Having heart to heart conversations with people means being in the moment, focusing on the person you are speaking to and listening attentively. Have quality conversations and you will remember things more easily.
Listen with your heart as well as your ears. Make eye contact, bring your focus to the person you are with and you will be surprised at the results.
Become a connector
At networking functions practice linking people together. Ask questions like, “What were you hoping to achieve from tonight’s function?” or “Did you have a specific objective for attending tonight?”
Get people talking about why they are there and then, if possible, connect them with the people they are looking for or if that is not possible, at least someone who may know someone.
This is a really valuable skill to master.

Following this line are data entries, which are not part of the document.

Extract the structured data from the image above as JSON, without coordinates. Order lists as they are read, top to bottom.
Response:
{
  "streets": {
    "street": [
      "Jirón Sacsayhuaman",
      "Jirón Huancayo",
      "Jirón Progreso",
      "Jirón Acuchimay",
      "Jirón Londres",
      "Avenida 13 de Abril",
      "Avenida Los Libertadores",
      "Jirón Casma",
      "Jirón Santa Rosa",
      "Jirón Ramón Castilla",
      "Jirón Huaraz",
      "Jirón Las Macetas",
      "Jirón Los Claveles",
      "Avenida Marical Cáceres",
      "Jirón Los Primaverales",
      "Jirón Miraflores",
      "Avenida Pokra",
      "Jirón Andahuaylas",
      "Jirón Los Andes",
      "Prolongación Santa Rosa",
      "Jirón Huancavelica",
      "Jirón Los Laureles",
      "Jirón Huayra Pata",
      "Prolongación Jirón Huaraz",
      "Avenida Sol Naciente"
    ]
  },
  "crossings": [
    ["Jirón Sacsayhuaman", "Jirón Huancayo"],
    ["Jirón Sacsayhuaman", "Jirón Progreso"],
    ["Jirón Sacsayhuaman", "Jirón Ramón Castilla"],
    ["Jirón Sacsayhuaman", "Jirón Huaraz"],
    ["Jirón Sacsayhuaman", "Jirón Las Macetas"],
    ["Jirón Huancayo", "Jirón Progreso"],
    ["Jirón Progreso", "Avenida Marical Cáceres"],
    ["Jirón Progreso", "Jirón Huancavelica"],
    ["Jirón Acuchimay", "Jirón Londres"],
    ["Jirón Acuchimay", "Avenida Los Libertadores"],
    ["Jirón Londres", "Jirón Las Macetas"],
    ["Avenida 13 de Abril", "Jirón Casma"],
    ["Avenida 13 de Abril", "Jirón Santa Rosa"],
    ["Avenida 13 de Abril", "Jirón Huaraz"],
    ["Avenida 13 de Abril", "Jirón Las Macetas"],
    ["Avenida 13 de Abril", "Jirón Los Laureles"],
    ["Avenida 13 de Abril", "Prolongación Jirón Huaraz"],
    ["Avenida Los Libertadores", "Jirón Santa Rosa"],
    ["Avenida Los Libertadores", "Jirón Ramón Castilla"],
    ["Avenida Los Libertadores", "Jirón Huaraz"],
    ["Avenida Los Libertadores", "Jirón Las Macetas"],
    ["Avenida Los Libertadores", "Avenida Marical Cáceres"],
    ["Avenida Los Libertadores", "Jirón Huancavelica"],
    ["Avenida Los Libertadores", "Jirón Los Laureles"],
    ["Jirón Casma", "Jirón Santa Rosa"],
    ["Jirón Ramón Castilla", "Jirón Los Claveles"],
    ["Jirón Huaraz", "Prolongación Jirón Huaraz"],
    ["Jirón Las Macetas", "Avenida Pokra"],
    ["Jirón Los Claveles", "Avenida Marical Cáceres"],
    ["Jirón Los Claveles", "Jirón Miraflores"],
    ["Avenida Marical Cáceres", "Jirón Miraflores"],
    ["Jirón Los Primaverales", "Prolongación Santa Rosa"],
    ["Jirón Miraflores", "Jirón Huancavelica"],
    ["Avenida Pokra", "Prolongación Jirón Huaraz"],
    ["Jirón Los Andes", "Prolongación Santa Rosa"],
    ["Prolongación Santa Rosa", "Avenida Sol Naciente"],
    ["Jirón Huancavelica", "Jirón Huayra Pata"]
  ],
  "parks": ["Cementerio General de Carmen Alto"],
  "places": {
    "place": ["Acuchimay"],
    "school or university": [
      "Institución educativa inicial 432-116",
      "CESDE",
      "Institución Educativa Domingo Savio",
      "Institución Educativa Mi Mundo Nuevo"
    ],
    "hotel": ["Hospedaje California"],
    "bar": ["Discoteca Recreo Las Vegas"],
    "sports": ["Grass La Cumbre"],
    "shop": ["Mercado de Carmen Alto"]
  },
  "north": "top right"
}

Linking people with similar interests, potential business objectives and opportunities is also great fun and very satisfying.
Making a graceful exit
Usually social interaction goes through a natural conversational cycle, and as it winds down you can feel free to move on to talk to another.
You can wrap up a conversation by saying something like “I’ve enjoyed meeting you”, “I’ll look forward to seeing you at future evenings”, “Let’s talk later” or “Excuse me, I see someone I need to talk with. It’s been a pleasure meeting you.”
When you exchange contact details:
Use your business card and say: ‘I look forward to hearing from you in the future’.
Remember: You’re not closing a deal or making a sale. You’re starting a relationship!
Make notes on cards
After you meet a person and exchange cards, you may like to make a note on the back of their card. Include the date and place where you met and something that you remember about them. Preferably something you spoke about that was not work-related. e.g. golf, grandchildren, tennis.
Track separate networks
You may start a separate business card holder for each network that you belong to. After attending each meeting and exchanging business cards with a variety of people (making the notes on the back of their cards), you can then place their cards in this specific holder.
Then, when you are returning to that network, refresh your memory on who the people are by glancing through your specific holder.
You may also enter the contact details from the card of key prospects in your electronic database and make a note to reconnect with them in 30 to 45 days time.
Follow up after the event
Send a thank you card if someone has helped you, or do something nice for the people you meet.
One of the easy ways of making contact with people post-event is to send them a copy of an invitation to another event they may be interested in attending. This can be as simple as an email or fax: “Hi Mary, enjoyed our conversation at the recent function – here is the invitation I mentioned. Hope to connect with you again.”
Another may be sending an article that is relevant to the person’s business or profession. You may in fact collect a file full of these and forward them on as required.
Finally, have fun! Remember – Networking isn’t a quick fix. It is one of the time-consuming and longer-term marketing activities.
Although you may be lucky and make a contact anytime that will lead to immediate business or work, usually you need to spend time and energy on a regular basis building relationships.
Networking is like planting a garden: you need to plant and nurture the seeds, and it may take a bit of time until your investment bears fruit.
However, if you have a good product or service that the people you are networking with need and can afford to buy, time is on your side.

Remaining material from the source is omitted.